1) The payback period of each project
THE PAYBACK PERIOD (PP); For the Project A that has equal receipts
= Initial Investment / Cash Flow (I0/Ct)
= 57000/20000
= 2.85year
THE PAYBACK PERIOD (PP); *For the Project B
Payback period lie between 2nd year and 3rd year
Sum of the money recovered by the end of second year
= (22000+20000)
= 42000
Sum of money recovered by the end of 3rd year
= (54000 – 42000)
= 12000
= [2+ 12000/18000) years
= 2.667* years
2) The Net present value (NPV) of each project.
NPV for project A;
Formula:
(CFn * PVFA at 14% for 4 years) – Initial Investment
PVFA at 14% for 4 years:
= [1/ (1+i) ^ n + 1/ (1+i) ^ n + 1/ (1+i) ^ n + 1/ (1+i) ^ n]
= [1/ (1+0.14) ^1 + 1/ (1+0.14) ^2 + 1/ (1+0.14) ^3 + 1/ (1+0.14) ^4]

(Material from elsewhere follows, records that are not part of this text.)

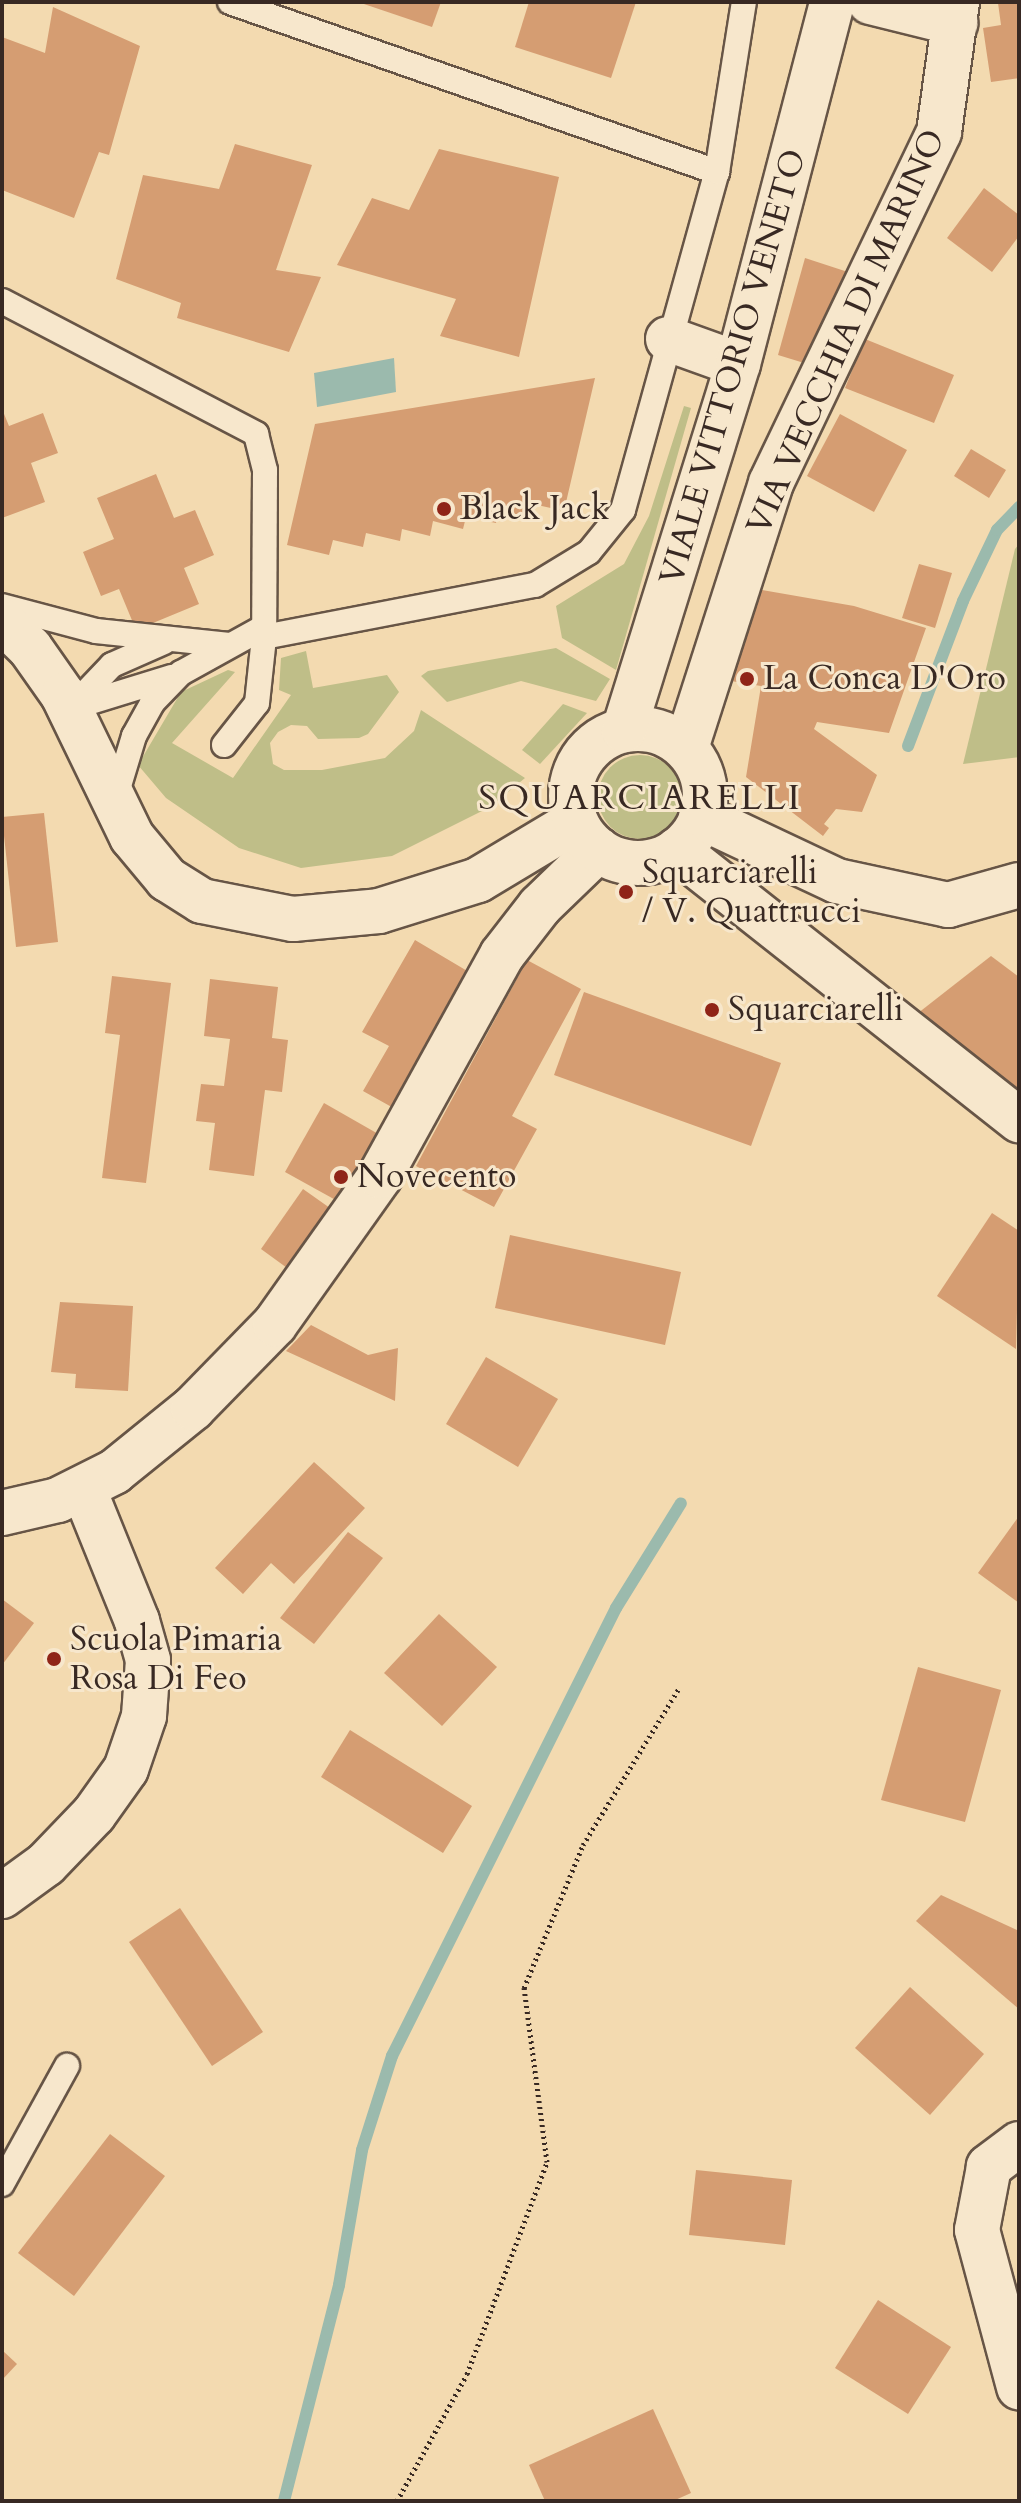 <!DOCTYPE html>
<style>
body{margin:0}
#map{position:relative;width:1021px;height:2503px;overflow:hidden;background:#f3dab0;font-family:Cardo,serif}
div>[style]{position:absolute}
.green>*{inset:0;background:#bfbe88}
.round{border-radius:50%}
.water>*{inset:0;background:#9bbaad}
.stream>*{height:12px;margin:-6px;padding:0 6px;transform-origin:6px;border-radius:6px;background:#9bbaad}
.building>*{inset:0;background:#d59d72}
.path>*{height:5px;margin-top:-2.5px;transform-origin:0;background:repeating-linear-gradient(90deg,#382923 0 2px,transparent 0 6px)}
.roads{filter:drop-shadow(2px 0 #675546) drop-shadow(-2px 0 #675546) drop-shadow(0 2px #675546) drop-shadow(0 -2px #675546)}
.lane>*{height:24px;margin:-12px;padding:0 12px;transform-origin:12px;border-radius:12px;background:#f7e7cc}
.street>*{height:44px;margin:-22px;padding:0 22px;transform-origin:22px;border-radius:22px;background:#f7e7cc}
.secondary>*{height:44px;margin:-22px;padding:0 22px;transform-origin:22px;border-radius:22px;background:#f7e7cc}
.secondary>.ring{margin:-22px;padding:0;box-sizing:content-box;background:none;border:44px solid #f7e7cc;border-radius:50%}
.dots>*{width:22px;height:22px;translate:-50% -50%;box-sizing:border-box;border:4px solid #f7e7cc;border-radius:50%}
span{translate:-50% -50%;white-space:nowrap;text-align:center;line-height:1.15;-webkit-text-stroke:6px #f7e7cc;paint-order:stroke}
.street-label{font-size:34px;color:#382923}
.poi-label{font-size:34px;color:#382923}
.left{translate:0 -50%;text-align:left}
.neighbourhood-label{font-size:36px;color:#382923;letter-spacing:2px}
.frame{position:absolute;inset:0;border:4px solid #382923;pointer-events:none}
</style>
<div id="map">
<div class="green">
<i style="clip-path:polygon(684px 406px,691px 408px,616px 670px,562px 638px,556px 606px,624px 564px,649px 516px)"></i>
<i style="clip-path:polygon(1019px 544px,1019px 757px,963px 764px,1015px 549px)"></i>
<i style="clip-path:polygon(556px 648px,610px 679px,596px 701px,521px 681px,447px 702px,421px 676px,428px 671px)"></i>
<i style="clip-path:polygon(306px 651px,313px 688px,387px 675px,399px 692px,368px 734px,359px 738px,318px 739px,307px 726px,291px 725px,278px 732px,270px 743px,273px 764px,284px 770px,322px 770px,385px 758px,414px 731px,421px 710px,525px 778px,490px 807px,392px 856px,301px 868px,239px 848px,166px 798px,138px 765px,181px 692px,228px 670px,235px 672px,172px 743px,233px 778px,291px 695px,279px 690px,281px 658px)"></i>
<i style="clip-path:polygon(563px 704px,587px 713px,540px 764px,522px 750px)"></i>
<i class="round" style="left:598px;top:755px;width:84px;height:84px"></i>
</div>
<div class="water">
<i style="clip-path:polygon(394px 358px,396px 392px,317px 407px,314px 373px)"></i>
</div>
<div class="stream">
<i style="left:908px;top:746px;width:155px;rotate:-69.2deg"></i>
<i style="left:963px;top:601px;width:79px;rotate:-64.4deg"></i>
<i style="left:997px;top:530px;width:32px;rotate:-46deg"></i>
<i style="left:284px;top:2501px;width:223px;rotate:-75.7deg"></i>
<i style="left:339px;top:2285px;width:137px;rotate:-80.3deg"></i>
<i style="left:362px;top:2150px;width:99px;rotate:-72.3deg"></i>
<i style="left:392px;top:2056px;width:501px;rotate:-63.43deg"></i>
<i style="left:616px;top:1608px;width:123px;rotate:-58.2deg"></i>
</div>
<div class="building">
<i style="clip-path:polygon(358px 2px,441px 2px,432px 27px)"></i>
<i style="clip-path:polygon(529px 2px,636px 2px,611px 78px,515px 47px)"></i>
<i style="clip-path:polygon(1019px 2px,1019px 78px,991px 82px,983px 28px,1001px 25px,998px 3px)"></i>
<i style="clip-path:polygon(53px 7px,140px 46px,109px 155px,99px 152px,74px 218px,2px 190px,2px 37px,45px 53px)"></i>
<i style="clip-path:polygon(235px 144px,312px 165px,276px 270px,321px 277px,289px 352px,177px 318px,181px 303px,116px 279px,143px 175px,219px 189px)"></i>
<i style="clip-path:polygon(439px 149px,559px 177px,519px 357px,440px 336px,456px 299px,337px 265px,372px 198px,409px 210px)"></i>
<i style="clip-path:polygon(984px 188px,1019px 215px,1019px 236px,992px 272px,947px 238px)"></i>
<i style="clip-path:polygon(805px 258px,854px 274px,814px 366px,778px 355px)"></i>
<i style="clip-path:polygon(865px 339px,954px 375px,934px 423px,845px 388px)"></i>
<i style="clip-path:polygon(595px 378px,564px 511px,533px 504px,529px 517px,498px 511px,496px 523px,466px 517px,463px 529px,433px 521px,430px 536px,402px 529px,400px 541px,366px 533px,363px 547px,333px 540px,329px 555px,287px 545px,315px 424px)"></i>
<i style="clip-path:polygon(2px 409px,9px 426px,43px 413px,58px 453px,31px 463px,45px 502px,2px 518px)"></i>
<i style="clip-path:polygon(840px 414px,907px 450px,874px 512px,807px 476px)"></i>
<i style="clip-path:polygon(971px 449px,1006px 470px,989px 498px,954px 476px)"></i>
<i style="clip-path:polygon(156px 474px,174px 518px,195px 510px,214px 555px,184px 568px,199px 604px,136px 630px,119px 589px,101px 596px,83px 552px,114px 539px,97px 498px)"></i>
<i style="clip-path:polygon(919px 564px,952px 573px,935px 628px,902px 618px)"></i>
<i style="clip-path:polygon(751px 588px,854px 606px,926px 628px,889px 733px,817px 722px,814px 729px,877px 775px,862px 812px,836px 809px,824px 824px,829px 828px,823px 836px,746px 777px,761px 686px,731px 681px)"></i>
<i style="clip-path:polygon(44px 813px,58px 942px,16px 947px,2px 817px)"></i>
<i style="clip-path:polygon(415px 940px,474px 975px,397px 1110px,363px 1091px,389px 1046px,362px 1032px)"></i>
<i style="clip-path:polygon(991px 956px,1019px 977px,1019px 1095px,913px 1017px)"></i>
<i style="clip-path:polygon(527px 960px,581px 989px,512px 1116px,537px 1129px,494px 1207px,416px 1166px)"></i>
<i style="clip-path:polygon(112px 976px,171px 983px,146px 1183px,102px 1178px,120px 1035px,105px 1033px)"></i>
<i style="clip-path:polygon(210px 979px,278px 987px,272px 1038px,288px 1040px,282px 1092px,265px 1090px,254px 1176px,209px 1170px,215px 1123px,196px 1121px,201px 1084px,224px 1086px,230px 1039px,204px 1036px)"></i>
<i style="clip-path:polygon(584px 992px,781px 1063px,751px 1146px,554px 1075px)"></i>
<i style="clip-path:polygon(324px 1103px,380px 1135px,341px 1203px,285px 1172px)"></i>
<i style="clip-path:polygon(303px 1189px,337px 1213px,294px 1273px,261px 1249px)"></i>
<i style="clip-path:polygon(992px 1213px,1019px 1231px,1016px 1349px,937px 1296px)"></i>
<i style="clip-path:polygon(510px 1235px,681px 1272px,665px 1345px,495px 1308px)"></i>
<i style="clip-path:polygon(60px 1302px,133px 1306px,128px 1391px,75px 1388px,76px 1374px,51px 1372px)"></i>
<i style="clip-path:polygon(311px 1325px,368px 1355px,398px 1348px,395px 1401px,286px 1351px)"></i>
<i style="clip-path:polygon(486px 1357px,558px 1399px,518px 1467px,446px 1424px)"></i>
<i style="clip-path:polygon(314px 1462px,365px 1508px,294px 1584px,271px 1563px,243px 1594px,215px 1568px)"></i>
<i style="clip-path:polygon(1019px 1516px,1019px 1603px,978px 1573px)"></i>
<i style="clip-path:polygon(348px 1532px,383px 1558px,314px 1644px,280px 1618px)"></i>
<i style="clip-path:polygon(2px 1599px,34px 1623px,2px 1665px)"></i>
<i style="clip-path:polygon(439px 1614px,497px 1667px,442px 1726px,384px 1673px)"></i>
<i style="clip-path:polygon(918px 1667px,1001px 1690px,965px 1822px,881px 1800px)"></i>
<i style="clip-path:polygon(350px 1730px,472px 1806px,443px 1853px,321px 1777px)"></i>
<i style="clip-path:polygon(941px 1895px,1019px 1931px,1019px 2009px,916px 1921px)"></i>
<i style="clip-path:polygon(180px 1908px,263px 2032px,212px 2066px,129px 1942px)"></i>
<i style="clip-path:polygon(910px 1987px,984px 2054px,930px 2115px,855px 2048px)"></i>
<i style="clip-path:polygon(110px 2134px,165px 2176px,74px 2296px,18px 2253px)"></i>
<i style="clip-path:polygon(696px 2170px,792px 2180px,785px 2245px,689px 2235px)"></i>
<i style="clip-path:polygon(878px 2300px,951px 2347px,908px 2414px,835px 2368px)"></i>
<i style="clip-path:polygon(2px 2350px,17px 2364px,2px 2380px)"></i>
<i style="clip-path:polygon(653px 2409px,691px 2493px,673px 2501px,545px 2501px,529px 2465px)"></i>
</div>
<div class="path">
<i style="left:397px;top:2501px;width:145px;rotate:-61.1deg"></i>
<i style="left:467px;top:2374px;width:227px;rotate:-69.3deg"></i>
<i style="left:547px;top:2162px;width:176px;rotate:-97.5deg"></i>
<i style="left:524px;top:1988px;width:155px;rotate:-67.6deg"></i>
<i style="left:583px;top:1845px;width:185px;rotate:-58.5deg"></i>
</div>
<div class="roads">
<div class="lane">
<i style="left:230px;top:2px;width:516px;rotate:19.24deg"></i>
<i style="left:2px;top:301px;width:287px;rotate:27.6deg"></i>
<i style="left:256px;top:434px;width:37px;rotate:76deg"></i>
<i style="left:265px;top:470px;width:167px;rotate:90.3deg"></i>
<i style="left:264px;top:637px;width:276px;rotate:-10.9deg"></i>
<i style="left:535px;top:585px;width:63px;rotate:-31.4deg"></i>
<i style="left:589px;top:552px;width:54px;rotate:-51deg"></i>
<i style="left:623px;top:510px;width:351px;rotate:-74.5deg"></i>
<i style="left:717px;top:172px;width:172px;rotate:-81deg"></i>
<i style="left:2px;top:606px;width:97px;rotate:14.9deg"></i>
<i style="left:96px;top:631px;width:134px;rotate:6deg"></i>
<i style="left:71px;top:708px;width:59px;rotate:-46.4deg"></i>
<i style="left:112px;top:665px;width:57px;rotate:-23.9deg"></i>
<i style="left:71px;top:708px;width:106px;rotate:-17.1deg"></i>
<i style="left:224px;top:745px;width:53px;rotate:-51.8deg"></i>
<i style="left:257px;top:703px;width:66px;rotate:-83.9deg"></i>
<i style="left:115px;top:799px;width:66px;rotate:-73.2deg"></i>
<i style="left:134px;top:736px;width:38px;rotate:-61deg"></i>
<i style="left:152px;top:703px;width:42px;rotate:-46deg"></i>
<i style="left:181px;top:673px;width:95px;rotate:-29deg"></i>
<i style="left:2px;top:2184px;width:135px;rotate:-61.2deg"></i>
</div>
<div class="street">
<i style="left:870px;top:2px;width:88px;rotate:13.9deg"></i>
<i style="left:668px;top:339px;width:74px;rotate:19.7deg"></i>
<i style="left:686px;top:748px;width:278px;rotate:-72.2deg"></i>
<i style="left:771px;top:483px;width:389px;rotate:-64.4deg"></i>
<i style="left:939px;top:132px;width:131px;rotate:-82.1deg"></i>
<i style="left:2px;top:1513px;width:57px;rotate:-13.1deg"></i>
<i style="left:58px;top:1500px;width:63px;rotate:-26.6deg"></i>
<i style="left:114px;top:1472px;width:102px;rotate:-39deg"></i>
<i style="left:193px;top:1408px;width:117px;rotate:-45.7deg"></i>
<i style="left:275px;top:1324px;width:181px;rotate:-54.6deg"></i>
<i style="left:380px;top:1176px;width:252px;rotate:-61.1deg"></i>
<i style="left:502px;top:955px;width:62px;rotate:-52.2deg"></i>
<i style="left:540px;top:906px;width:81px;rotate:-44deg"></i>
<i style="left:2px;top:1896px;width:54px;rotate:-36deg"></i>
<i style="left:46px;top:1864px;width:69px;rotate:-46.2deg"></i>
<i style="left:94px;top:1814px;width:55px;rotate:-54.6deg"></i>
<i style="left:126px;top:1769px;width:56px;rotate:-71.2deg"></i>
<i style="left:144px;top:1716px;width:56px;rotate:-85.9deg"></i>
<i style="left:148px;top:1660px;width:41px;rotate:-105.8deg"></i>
<i style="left:137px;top:1621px;width:141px;rotate:-112deg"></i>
<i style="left:1019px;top:2144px;width:38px;rotate:143deg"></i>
<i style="left:989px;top:2167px;width:64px;rotate:100.8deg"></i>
<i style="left:977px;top:2230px;width:163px;rotate:75deg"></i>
</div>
<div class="secondary">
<i style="left:2px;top:621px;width:39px;rotate:44deg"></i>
<i style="left:30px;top:648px;width:57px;rotate:54.9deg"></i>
<i style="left:63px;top:695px;width:158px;rotate:64.1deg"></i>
<i style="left:132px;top:837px;width:55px;rotate:50.2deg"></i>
<i style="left:167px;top:879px;width:41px;rotate:32.2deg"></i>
<i style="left:202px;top:901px;width:93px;rotate:11.2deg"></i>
<i style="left:293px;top:919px;width:86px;rotate:-5.3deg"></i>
<i style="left:379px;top:911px;width:104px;rotate:-17.4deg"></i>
<i style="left:478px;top:880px;width:113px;rotate:-30.9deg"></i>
<i class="ring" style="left:571px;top:729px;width:90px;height:90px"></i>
<i style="left:624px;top:730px;width:383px;rotate:-72.7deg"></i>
<i style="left:738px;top:364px;width:374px;rotate:-75.4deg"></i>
<i style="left:701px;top:817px;width:150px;rotate:25.2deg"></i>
<i style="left:837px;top:881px;width:114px;rotate:12.2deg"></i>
<i style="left:948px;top:905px;width:74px;rotate:-15.7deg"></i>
<i style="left:677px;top:850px;width:436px;rotate:38.3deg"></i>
</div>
</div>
<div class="dots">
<i style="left:444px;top:509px;background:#8f2418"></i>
<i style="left:747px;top:679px;background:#8f2418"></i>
<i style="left:626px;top:892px;background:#8f2418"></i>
<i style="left:712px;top:1010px;background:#8f2418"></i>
<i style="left:341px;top:1177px;background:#8f2418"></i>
<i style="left:54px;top:1659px;background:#8f2418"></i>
</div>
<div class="street-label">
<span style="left:846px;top:332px;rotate:-66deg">VIA VECCHIA DI MARINO</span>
<span style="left:733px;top:367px;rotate:-74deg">VIALE VITTORIO VENETO</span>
</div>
<div class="poi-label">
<span class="left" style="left:460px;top:509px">Black Jack</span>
<span class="left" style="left:763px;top:679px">La Conca D'Oro</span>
<span class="left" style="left:642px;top:892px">Squarciarelli<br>/ V. Quattrucci</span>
<span class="left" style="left:728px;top:1010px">Squarciarelli</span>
<span class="left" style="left:357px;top:1177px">Novecento</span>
<span class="left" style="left:70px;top:1659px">Scuola Pimaria<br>Rosa Di Feo</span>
</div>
<div class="neighbourhood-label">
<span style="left:640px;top:798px">SQUARCIARELLI</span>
</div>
<div class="frame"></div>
</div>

= [0.8772 + 0.7695 + 0.6749 + 0.5920]
= [2.9136]
By putting values in Formula:
= (20000 * 2.9136) – 57000
= 1272
NPV for project B;
Formula:
Sum of the NPV (CFn) – Initial investment
Sum of the NPV (CFn)
= [CF1/ (1+i) ^ n + CF2/ (1+i) ^ n + CF3/ (1+i) ^ n + CF4/ (1+i) ^ n]
= [22000/ (1+0.14) ^1 + 20000/ (1+0.14) ^2 + 18000/ (1+0.14) ^3 + 16000/
(1+0.14) ^4]
= 19298.246 + 15389.352 + 12149.487 + 9473.284
= 56310.368
By putting values
= 56310.368 – 54000
= 2310.368
3) Decision
NPV
Project A
1272.00
Project B
2310.368
According to the NPV of both projects, I will recommend project B due to
greater NPV of project B from A.
PP
Project A
2.85 year
Project B
2.667 year
According to the PP of both projects, I will also recommend Project B,
because in Project B the payback period (PP) is little than Project A.